The Ninth Circuit distinguished those cases because the testimony was clear and non-speculative, unlike Karambelas’s deposition. See id. at 974-75. Riggs, Zawacki, and Brooks are all lower court cases that expressly held that a deposition can constitute an “other paper” under § 1446(b). Zawacki, 745 F.Supp. at 1047; Riggs, 678 F.Supp. at 238; Brooks, 542 F.Supp. at 1230-31. Felton did not expressly discuss § 1446(b) because the plaintiffs in that case had failed to preserve any error associated with removal. See Felton, 940 F.2d at 907. Nevertheless, the Karambelas court characterized Felton as a case that permits removal based upon facts developed at a deposition. Thus, the Ninth Circuit acknowledged cases that expressly hold that depositions are “other papers” under § 1446(b), characterized one of its own prior cases as an authority that permits removal  based on facts from a deposition, examined Karambelas’s deposition testimony, and ultimately distinguished the quality of Karambelas’s deposition testimony from those in Felton, Zawaki, Riggs, and Brooks; the Ninth Circuit did not indicate that depositions were not “other papers.” In light of Karambelas, the law does not seem unclear in the Ninth Circuit — depositions, if sufficiently definite/non-speculative, may form the basis for removal and thus, is an “other paper” under 28 U.S.C. § 1446(b). That lower courts from other jurisdictions have concluded that depositions are not “other papers” does not make the law in the Ninth Circuit “unclear.”

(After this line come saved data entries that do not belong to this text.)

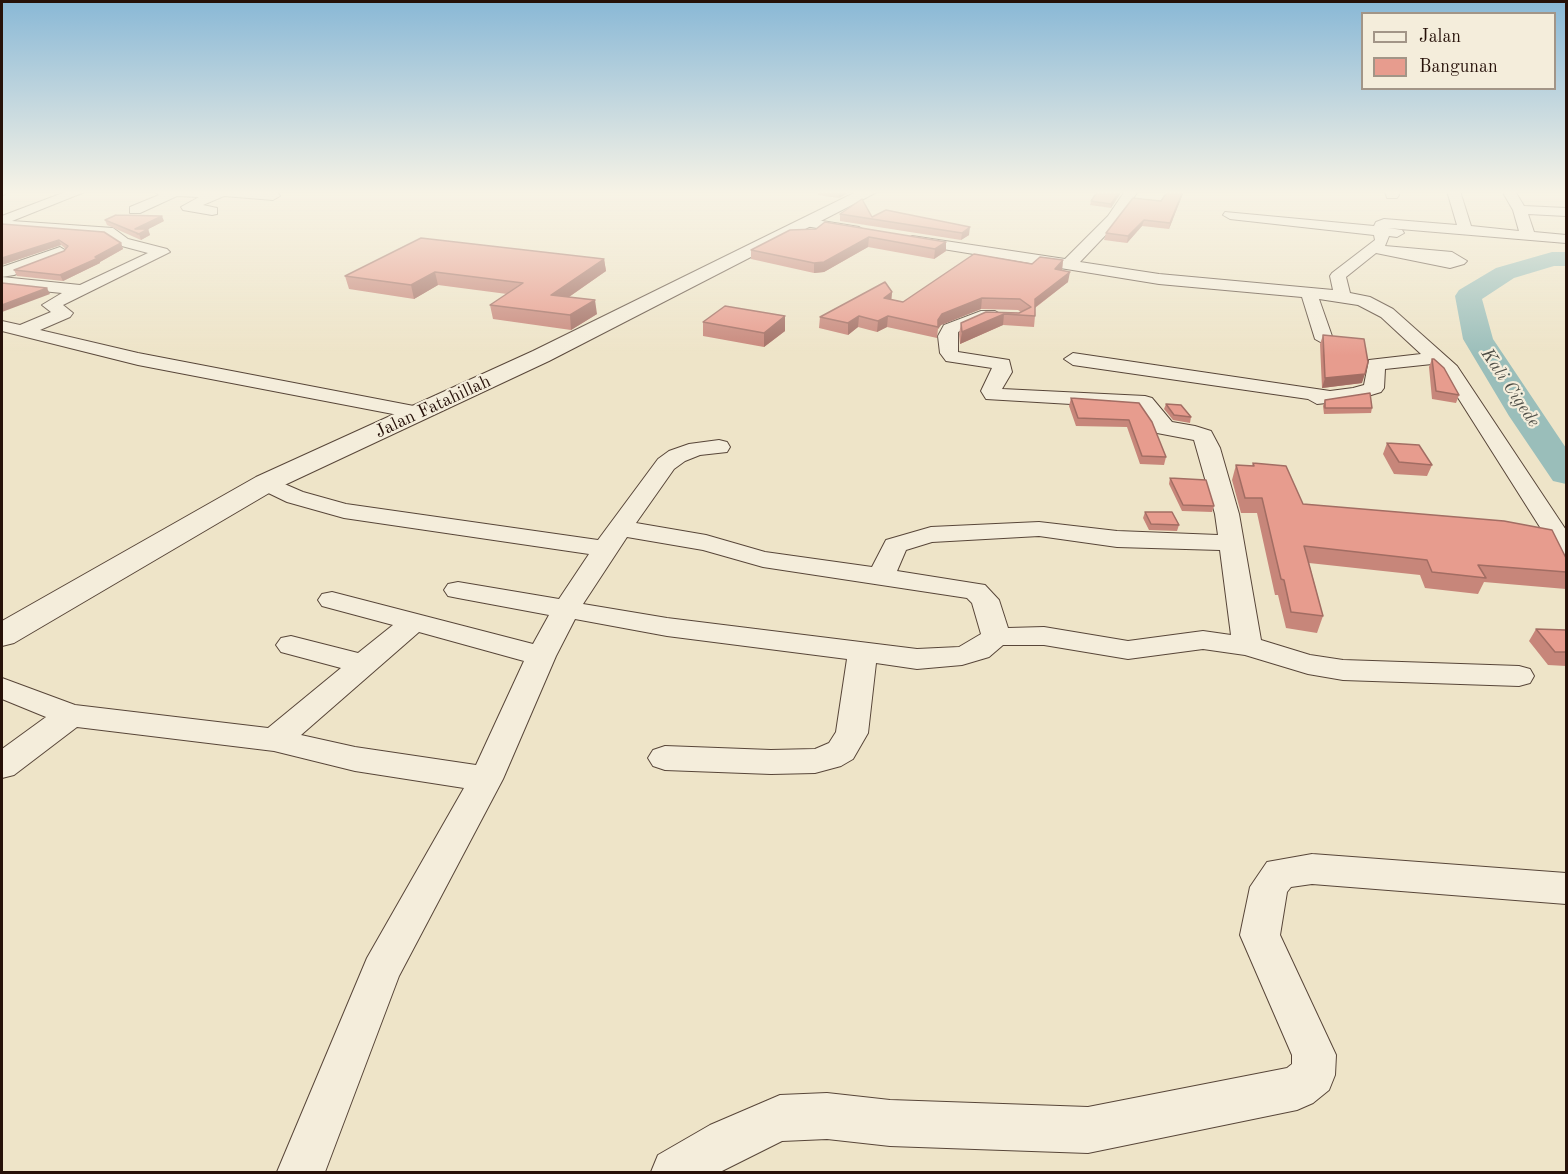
<!DOCTYPE html>
<style>
body{margin:0}
#map{position:relative;width:1568px;height:1174px;overflow:hidden;background:#eee4c8;font-family:"Old Standard TT",serif}
canvas{display:block}
.frame{position:absolute;inset:0;border:3px solid #261109;pointer-events:none}
.legend{position:absolute;left:1361px;top:12px;width:195px;height:78px;box-sizing:border-box;background:#f4eddb;border:2px solid #a29587;margin:0;padding:8px 10px;list-style:none;font-size:18px;color:#261109}
.legend li{display:flex;align-items:center;gap:12px;height:30px}
.legend b{width:30px;border:2px solid #a29587}
</style>
<div id="map">
<canvas width="1568" height="1174"></canvas>
<div class="frame"></div>
<ul class="legend">
<li><b style="height:8px;background:#f4eddb"></b>Jalan</li>
<li><b style="height:16px;background:#e79c8e"></b>Bangunan</li>
</ul>
</div>
<script>
const g = document.querySelector('canvas').getContext('2d');
g.lineJoin = 'round';
const poly = rows => new Path2D(rows.map(r => 'M' + r).join(''));
function fillPath(path, color) { g.fillStyle = color; g.fill(path, 'evenodd'); }
function stroke(path, color, width, dash) { g.strokeStyle = color; g.lineWidth = width; g.lineCap = dash ? 'butt' : 'round'; g.setLineDash(dash || []); g.stroke(path); }
function label(font, color, halo, rows, align = 'center') {
  g.font = font + ' "Old Standard TT",serif'; g.lineWidth = 4.5; g.setLineDash([]); g.textBaseline = 'middle'; g.strokeStyle = halo; g.fillStyle = color; for (const [text, x, y, turn = 0] of rows) {
    g.save(); g.translate(x, y); g.rotate((+turn || 0) * Math.PI / 180); g.textAlign = isNaN(turn) ? turn : align; if (halo) g.strokeText(text, 0, 0); g.fillText(text, 0, 0); g.restore();
  }
}
fillPath(poly([
 [1552,252,1566,252,1566,266,1554,266,1514,278,1482,299,1493,339,1566,448,1566,484,1553,481,1509,416,1463,339,1455,296,1459,290,1496,268,1552,252]
]), '#9abeba');
const minor = poly([
 [2,191,10,191,2,196,2,191],
 [68,191,87,191,12,221,113,228,128,239,167,249,170,252,63,305,73,313,70,317,40,330,138,353,419,407,426,409,429,413,426,417,419,419,138,365,2,331,2,321,20,325,51,312,42,305,62,293,2,287,2,277,80,285,148,253,118,245,107,235,2,229,2,216,68,191],
 [154,191,264,191,278,193,280,196,273,200,224,196,203,205,217,208,217,214,212,215,183,210,181,207,199,197,177,196,140,213,130,213,130,207,159,195,154,191],
 [1125,191,1138,191,1118,222,1080,262,1159,274,1333,290,1330,276,1332,273,1375,240,1374,235,1230,219,1223,215,1225,212,1374,226,1376,222,1384,219,1457,225,1447,191,1460,191,1471,226,1519,231,1513,210,1502,191,1515,191,1524,206,1566,208,1566,216,1528,214,1534,232,1566,235,1566,243,1388,228,1402,230,1404,233,1397,237,1389,236,1385,246,1452,252,1467,261,1464,264,1450,268,1376,253,1346,277,1350,293,1370,297,1393,309,1457,366,1566,530,1566,557,1557,554,1443,374,1432,364,1385,369,1384,388,1381,392,1355,400,1317,404,1308,399,1073,365,1064,359,1073,353,1330,391,1353,388,1364,385,1369,360,1421,354,1381,317,1358,305,1319,299,1333,339,1324,344,1315,339,1302,297,1159,284,912,244,905,240,912,236,1065,259,1108,216,1125,191],
 [1385,191,1398,191,1399,195,1397,198,1387,198,1385,191],
 [810,219,859,227,866,231,859,235,805,226,803,223,810,219],
 [60,247,68,252,65,255,14,275,2,277,2,267,60,247],
 [981,311,995,311,1004,316,1001,320,983,321,958,332,958,352,1009,360,1012,372,1002,389,1145,396,1152,398,1172,422,1195,426,1211,431,1220,448,1239,514,1261,640,1310,655,1343,660,1519,666,1530,669,1534,676,1530,683,1519,686,1343,680,1308,674,1245,655,1203,649,1128,659,1044,645,1003,645,989,657,962,665,917,669,876,663,868,733,853,759,841,766,815,773,771,774,665,770,653,766,648,758,653,750,665,746,771,750,815,749,829,743,836,732,847,659,667,636,575,619,556,656,503,779,399,976,325,1172,277,1172,367,958,464,788,355,771,274,751,77,727,14,775,2,778,2,749,46,717,2,699,2,678,75,705,268,728,341,668,281,652,276,645,281,638,291,636,358,653,393,625,322,606,318,600,322,594,332,592,533,644,549,615,458,598,448,596,444,590,448,584,458,582,559,599,589,554,344,518,287,502,258,488,254,483,258,478,266,476,303,492,346,504,598,540,658,459,669,451,689,444,719,440,727,442,730,447,727,452,700,455,685,461,674,469,636,523,706,535,765,552,872,567,886,540,931,527,1039,522,1117,531,1218,535,1215,514,1194,440,1157,433,1139,408,986,399,981,391,992,368,946,361,940,353,938,336,944,325,981,311],
 [1039,536,1117,547,1220,550,1231,635,1203,631,1128,641,1044,627,1008,628,999,600,985,585,897,571,906,550,932,542,1039,536],
 [627,537,703,550,763,567,967,598,972,603,981,634,959,647,917,649,667,618,583,604,627,537],
 [419,632,524,661,476,765,355,747,301,735,419,632],
 [1312,854,1566,873,1566,904,1312,884,1291,887,1287,892,1280,935,1336,1055,1335,1075,1329,1090,1313,1103,1297,1110,1088,1153,890,1146,827,1139,782,1141,720,1172,651,1172,658,1155,710,1125,780,1095,827,1093,890,1100,1088,1107,1287,1068,1292,1064,1292,1055,1240,935,1250,887,1267,862,1312,854]
]);
const tertiary = poly([
 [858,191,879,191,549,361,276,489,14,643,2,646,2,621,256,477,533,351,858,191]
]);
stroke(minor, '#584639', 2);
stroke(tertiary, '#584639', 2);
fillPath(minor, '#f4eddb');
fillPath(tertiary, '#f4eddb');
fillPath(poly([
 [818,191,852,191,839,198,818,195],
 [1122,191,1111,208,1090,205,1091,201],
 [1184,191,1169,229,1142,226,1127,243,1104,240,1106,233,1161,201],
 [886,210,969,235,961,240,840,221,840,214,872,217],
 [105,220,164,221,148,229,150,235,141,240,107,225],
 [825,222,946,251,934,259,868,247,824,272,814,273,751,259,751,250,816,229],
 [2,224,121,243,123,249,100,262,100,263,63,281,17,276,14,270,64,251,66,249,61,245,2,265],
 [604,259,606,271,569,297,597,314,571,330,493,319,490,305,507,294,438,285,414,299,349,289,345,276],
 [1063,260,1062,270,1068,282,1035,308,1035,316,1034,327,1003,325,960,344,959,334,961,323,986,312,1019,313,1021,312,1018,310,981,309,941,325,938,329,937,338,887,327,877,332,858,327,848,335,819,328,820,317,892,292,891,300,903,302,1032,264],
 [703,322,785,331,764,347,703,336],
 [1323,335,1362,383,1322,388,1320,344],
 [1432,359,1459,395,1456,403,1432,399,1429,367],
 [1071,398,1139,403,1166,457,1164,465,1140,464,1127,427,1076,426,1069,406],
 [1325,400,1372,408,1371,413,1324,414,1323,406],
 [1166,404,1191,417,1190,423,1173,420,1164,409],
 [1387,443,1432,465,1427,476,1394,474,1383,454],
 [1253,463,1303,504,1566,558,1566,589,1484,582,1478,594,1425,588,1420,575,1309,563,1323,616,1317,633,1286,628,1278,595,1275,595,1257,513,1241,513,1232,480,1236,465,1252,466],
 [1170,478,1214,506,1212,512,1182,511,1169,484],
 [1145,512,1179,525,1177,531,1149,530,1143,518],
 [1536,629,1566,630,1566,666,1548,665,1529,641]
]), '#c7867a');
fillPath(poly([
 [842,191,852,191,839,198,839,193],
 [1120,191,1122,191,1111,208,1111,204],
 [1183,191,1184,191,1169,229,1170,223],
 [162,216,164,221,137,235,135,229],
 [1144,220,1142,226,1127,243,1128,236],
 [970,227,969,235,961,240,962,233],
 [148,229,150,235,141,240,139,234],
 [869,237,868,247,824,272,814,273,814,263],
 [59,240,61,245,2,265,2,258],
 [946,242,946,251,934,259,935,249],
 [121,243,123,249,100,262,100,263,63,281,60,275],
 [604,259,606,271,553,308,551,295],
 [1063,260,1062,270,1055,269],
 [435,272,438,285,414,299,411,285],
 [1070,272,1068,282,1033,309,1035,299],
 [47,288,50,294,2,312,2,305],
 [892,292,891,303,884,298],
 [982,298,981,309,941,325,938,329,938,320,942,314],
 [595,300,597,314,571,330,570,315],
 [1004,314,1003,325,960,344,962,332],
 [785,316,785,331,764,347,764,333],
 [859,316,858,327,848,335,848,323],
 [888,316,887,327,877,332,878,321],
 [1365,374,1362,383,1322,388,1325,378]
]), '#a26d63');
const building = poly([
 [825,191,842,191,839,193,825,191],
 [1098,191,1120,191,1111,204,1091,201,1098,191],
 [1168,191,1183,191,1170,223,1144,220,1128,236,1106,233,1133,198,1161,201,1168,191],
 [862,199,872,217,886,210,970,227,962,233,840,214,862,199],
 [116,215,162,216,135,229,148,229,139,234,105,220,116,215],
 [825,222,946,242,935,249,869,237,824,262,814,263,751,250,790,230,816,229,825,222],
 [2,224,104,232,121,243,95,257,98,258,60,275,14,270,64,251,68,246,59,240,2,258,2,224],
 [421,238,604,259,551,295,595,300,570,315,490,305,523,283,435,272,411,285,345,276,421,238],
 [974,254,1032,264,1040,257,1063,260,1055,269,1070,272,1035,299,1035,316,1004,314,962,332,961,323,986,312,1019,313,1031,307,1020,299,982,298,942,314,938,320,938,327,888,316,878,321,859,316,848,323,820,317,885,282,892,292,884,298,903,302,974,254],
 [2,283,47,288,2,305,2,283],
 [725,306,785,316,764,333,703,322,725,306],
 [1323,335,1364,339,1368,362,1365,374,1325,378,1323,335],
 [1432,359,1434,359,1444,368,1459,395,1436,391,1432,359],
 [1370,393,1372,408,1325,408,1325,400,1370,393],
 [1071,398,1139,403,1152,422,1166,457,1142,456,1129,420,1078,418,1071,398],
 [1166,404,1181,405,1191,417,1174,415,1166,404],
 [1387,443,1419,445,1432,465,1399,462,1387,443],
 [1253,463,1286,466,1303,504,1504,521,1552,530,1566,558,1566,572,1478,565,1486,578,1432,572,1427,560,1304,546,1323,616,1291,612,1284,580,1281,579,1262,498,1245,498,1236,465,1254,466,1253,463],
 [1170,478,1206,480,1214,506,1183,505,1170,478],
 [1145,512,1172,512,1179,525,1151,524,1145,512],
 [1536,629,1566,630,1566,652,1555,652,1536,629]
]);
fillPath(building, '#e79c8e');
stroke(building, '#a26d63', 1.5);
const sky = g.createLinearGradient(0, 0, 0, 356);
sky.addColorStop(0, '#89b8d6');
sky.addColorStop(0.54, '#f7f3e6');
sky.addColorStop(1, '#f7f3e600');
g.fillStyle = sky;
g.fillRect(0, 0, 1568, 356);
label('italic 18px', '#4f4e47', '#f4eddb', [
 ["Kali Cigede",1510,388,56]
]);
label('18px', '#261109', '#f4eddb', [
 ["Jalan Fatahillah",433,407,-25]
]);
</script>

Comment – This area of the law is quite tricky.  For example, Tyson offered the letter as an exhibit.  Other than the stipulation at the deposition, I am not sure why the 30-day clock did not begin to run even earlier, i.e., when Tyson first obtained the letter (presumably in discovery).

Attorneys’ Fees – A mistake here may result in an award of attorneys’ fees against the loser as this case illustrates.

In light of Karambelas, Tyson does not have a reasonable basis for contending that the amended complaint, and not the offer letter received at and made an exhibit to the deposition, triggered the 30 day removal deadline of § 1446(b).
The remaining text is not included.